**Exercise aim:**
Your response should be every line from the entries that includes the string "lines".
** Opening Entries shown block **
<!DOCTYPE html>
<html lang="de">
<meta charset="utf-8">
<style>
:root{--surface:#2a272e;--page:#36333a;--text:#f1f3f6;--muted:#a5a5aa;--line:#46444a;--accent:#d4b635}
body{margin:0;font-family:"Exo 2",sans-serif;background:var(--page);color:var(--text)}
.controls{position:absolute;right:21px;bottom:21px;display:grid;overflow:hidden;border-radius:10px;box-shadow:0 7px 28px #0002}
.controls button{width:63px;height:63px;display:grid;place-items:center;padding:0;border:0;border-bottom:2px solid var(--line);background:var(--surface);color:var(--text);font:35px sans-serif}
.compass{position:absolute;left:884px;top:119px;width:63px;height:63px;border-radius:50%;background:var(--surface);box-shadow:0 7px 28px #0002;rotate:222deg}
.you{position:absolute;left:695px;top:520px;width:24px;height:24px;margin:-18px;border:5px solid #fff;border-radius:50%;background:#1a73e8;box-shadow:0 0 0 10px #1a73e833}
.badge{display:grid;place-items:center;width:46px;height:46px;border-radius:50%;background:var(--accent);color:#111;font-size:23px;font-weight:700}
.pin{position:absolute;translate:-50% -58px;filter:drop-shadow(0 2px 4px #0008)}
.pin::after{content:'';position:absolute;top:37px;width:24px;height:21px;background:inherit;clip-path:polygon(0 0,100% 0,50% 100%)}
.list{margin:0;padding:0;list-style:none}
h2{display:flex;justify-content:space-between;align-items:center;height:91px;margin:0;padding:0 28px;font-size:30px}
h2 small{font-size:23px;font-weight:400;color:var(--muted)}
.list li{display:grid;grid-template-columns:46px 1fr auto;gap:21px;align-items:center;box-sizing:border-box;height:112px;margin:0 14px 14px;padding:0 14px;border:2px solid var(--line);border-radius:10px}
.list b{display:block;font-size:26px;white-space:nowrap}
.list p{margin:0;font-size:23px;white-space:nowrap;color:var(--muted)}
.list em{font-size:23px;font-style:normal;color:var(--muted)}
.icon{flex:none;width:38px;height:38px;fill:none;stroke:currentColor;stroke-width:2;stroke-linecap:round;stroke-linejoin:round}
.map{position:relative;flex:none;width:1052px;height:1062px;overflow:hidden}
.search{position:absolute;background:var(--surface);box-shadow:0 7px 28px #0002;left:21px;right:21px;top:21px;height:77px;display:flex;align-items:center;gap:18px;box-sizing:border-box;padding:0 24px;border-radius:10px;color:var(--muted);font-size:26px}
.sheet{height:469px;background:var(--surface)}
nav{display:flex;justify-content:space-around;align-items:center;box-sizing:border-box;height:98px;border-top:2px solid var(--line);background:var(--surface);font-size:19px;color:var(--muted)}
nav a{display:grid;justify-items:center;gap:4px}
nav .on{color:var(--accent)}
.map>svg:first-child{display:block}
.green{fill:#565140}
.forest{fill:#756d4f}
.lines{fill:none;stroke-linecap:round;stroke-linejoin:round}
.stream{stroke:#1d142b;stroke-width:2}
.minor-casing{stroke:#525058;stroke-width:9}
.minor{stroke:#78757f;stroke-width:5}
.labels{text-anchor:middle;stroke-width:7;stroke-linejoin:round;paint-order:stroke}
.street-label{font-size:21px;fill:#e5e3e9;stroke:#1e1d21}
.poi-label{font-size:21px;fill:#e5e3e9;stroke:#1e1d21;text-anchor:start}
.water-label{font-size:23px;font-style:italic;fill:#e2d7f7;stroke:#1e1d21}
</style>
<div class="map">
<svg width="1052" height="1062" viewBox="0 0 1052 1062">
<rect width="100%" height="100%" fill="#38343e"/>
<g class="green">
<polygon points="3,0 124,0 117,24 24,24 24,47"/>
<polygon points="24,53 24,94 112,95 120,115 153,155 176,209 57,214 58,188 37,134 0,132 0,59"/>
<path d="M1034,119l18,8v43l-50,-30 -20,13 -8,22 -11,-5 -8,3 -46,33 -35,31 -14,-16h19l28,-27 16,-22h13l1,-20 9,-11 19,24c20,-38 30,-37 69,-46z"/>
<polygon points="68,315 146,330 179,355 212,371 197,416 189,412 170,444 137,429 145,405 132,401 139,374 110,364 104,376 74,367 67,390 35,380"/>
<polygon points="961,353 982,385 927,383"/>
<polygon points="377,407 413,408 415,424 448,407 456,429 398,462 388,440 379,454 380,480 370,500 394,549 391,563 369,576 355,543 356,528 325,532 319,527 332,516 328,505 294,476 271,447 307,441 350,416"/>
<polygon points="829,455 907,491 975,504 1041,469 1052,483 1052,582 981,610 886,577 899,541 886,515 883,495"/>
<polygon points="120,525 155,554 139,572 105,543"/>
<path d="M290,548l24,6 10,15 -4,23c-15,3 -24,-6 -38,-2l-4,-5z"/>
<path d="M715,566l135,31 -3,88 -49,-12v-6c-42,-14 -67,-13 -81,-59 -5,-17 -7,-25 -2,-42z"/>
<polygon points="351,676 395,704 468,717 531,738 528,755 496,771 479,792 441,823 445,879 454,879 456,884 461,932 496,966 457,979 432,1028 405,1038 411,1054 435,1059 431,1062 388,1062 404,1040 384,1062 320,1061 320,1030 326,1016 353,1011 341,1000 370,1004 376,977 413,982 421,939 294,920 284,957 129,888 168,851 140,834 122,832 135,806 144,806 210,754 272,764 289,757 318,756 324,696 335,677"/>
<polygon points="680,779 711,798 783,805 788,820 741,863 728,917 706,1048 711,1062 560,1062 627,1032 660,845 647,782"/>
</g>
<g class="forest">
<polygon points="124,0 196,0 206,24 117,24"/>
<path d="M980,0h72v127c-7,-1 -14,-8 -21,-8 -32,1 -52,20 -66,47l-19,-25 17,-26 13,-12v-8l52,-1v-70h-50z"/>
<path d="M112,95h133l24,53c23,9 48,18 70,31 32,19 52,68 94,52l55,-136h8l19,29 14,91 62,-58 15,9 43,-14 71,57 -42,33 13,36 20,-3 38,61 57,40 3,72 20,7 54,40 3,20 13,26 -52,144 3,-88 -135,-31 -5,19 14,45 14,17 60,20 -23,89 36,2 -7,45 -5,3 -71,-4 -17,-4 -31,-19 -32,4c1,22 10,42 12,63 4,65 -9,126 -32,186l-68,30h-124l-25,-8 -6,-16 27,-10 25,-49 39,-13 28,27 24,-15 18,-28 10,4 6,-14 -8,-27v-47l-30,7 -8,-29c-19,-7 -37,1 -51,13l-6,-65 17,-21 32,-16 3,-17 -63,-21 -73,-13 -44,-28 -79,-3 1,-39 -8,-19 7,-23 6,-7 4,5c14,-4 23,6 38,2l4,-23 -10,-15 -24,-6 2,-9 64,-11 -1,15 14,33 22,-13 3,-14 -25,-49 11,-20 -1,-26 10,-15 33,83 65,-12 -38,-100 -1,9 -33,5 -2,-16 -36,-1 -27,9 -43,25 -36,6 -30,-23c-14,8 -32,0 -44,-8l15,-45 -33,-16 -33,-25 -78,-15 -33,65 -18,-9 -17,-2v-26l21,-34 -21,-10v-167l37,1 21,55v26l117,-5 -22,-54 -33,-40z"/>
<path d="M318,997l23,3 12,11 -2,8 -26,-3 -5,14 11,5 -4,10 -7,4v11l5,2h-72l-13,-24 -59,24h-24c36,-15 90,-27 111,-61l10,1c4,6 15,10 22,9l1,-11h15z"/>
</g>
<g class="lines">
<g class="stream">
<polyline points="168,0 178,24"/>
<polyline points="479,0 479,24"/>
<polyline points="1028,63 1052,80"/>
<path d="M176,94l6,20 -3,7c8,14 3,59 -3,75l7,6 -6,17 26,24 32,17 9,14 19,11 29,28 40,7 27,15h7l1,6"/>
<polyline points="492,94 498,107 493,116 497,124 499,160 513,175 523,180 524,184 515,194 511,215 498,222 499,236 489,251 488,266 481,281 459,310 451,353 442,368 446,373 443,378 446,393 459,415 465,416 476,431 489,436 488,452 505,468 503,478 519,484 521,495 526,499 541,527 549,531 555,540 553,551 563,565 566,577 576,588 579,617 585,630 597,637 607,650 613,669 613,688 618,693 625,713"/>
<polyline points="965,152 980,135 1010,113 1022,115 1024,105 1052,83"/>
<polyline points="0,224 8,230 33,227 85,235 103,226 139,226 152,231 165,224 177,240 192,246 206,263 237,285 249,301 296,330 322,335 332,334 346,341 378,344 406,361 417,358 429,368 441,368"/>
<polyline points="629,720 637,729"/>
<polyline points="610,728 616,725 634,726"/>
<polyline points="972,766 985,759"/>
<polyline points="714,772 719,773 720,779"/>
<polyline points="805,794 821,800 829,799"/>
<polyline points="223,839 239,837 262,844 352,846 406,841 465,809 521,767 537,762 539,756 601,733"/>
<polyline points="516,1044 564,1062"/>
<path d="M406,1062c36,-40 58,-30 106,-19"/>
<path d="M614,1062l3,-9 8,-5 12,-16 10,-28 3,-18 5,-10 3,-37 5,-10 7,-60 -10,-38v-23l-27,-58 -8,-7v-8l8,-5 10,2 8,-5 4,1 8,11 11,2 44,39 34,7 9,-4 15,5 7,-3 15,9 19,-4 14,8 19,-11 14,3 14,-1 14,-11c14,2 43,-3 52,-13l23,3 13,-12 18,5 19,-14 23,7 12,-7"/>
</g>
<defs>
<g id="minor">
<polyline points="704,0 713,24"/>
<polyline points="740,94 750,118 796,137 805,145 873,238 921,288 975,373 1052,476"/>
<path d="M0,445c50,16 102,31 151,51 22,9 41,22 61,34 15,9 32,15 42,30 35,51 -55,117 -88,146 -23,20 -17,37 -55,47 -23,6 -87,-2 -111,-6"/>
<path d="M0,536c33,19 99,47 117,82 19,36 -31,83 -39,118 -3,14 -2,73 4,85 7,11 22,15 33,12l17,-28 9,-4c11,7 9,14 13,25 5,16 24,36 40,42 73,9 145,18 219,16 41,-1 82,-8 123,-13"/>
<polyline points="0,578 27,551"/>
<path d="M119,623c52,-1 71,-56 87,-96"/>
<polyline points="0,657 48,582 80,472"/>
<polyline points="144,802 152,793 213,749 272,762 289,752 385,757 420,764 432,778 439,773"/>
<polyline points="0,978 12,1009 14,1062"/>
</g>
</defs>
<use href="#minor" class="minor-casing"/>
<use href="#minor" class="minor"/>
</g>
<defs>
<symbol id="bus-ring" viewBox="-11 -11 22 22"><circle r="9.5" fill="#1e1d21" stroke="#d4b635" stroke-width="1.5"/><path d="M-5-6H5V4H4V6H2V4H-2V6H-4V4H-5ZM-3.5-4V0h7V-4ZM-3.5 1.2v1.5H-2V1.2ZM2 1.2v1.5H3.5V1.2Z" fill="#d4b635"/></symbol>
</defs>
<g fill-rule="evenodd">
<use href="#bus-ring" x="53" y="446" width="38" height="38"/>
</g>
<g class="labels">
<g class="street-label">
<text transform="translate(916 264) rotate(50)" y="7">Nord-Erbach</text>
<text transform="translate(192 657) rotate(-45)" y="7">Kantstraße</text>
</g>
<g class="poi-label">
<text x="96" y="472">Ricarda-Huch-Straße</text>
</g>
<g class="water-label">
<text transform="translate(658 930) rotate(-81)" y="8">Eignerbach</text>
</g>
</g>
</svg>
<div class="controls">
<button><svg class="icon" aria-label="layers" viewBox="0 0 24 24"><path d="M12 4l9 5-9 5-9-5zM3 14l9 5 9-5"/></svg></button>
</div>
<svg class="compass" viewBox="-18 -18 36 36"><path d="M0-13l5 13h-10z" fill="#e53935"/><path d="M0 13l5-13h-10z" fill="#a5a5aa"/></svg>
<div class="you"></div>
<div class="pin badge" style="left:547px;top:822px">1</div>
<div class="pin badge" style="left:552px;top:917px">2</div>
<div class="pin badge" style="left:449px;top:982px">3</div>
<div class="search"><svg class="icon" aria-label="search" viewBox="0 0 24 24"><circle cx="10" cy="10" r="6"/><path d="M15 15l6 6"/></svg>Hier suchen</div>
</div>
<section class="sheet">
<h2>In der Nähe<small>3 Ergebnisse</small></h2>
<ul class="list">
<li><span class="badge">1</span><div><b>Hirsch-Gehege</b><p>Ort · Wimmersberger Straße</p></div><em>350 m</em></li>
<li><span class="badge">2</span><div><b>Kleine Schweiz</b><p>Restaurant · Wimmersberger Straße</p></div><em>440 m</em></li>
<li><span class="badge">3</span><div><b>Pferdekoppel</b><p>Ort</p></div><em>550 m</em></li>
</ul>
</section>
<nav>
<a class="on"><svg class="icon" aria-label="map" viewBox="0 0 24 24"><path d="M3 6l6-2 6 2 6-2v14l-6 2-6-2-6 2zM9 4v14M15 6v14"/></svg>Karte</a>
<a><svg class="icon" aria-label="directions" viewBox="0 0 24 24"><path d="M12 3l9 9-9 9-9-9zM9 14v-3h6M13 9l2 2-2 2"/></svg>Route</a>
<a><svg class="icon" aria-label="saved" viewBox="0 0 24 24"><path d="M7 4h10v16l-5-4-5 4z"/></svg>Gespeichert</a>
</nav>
** Closing Entries shown block **
**Answer below:**
.lines{fill:none;stroke-linecap:round;stroke-linejoin:round}
<g class="lines">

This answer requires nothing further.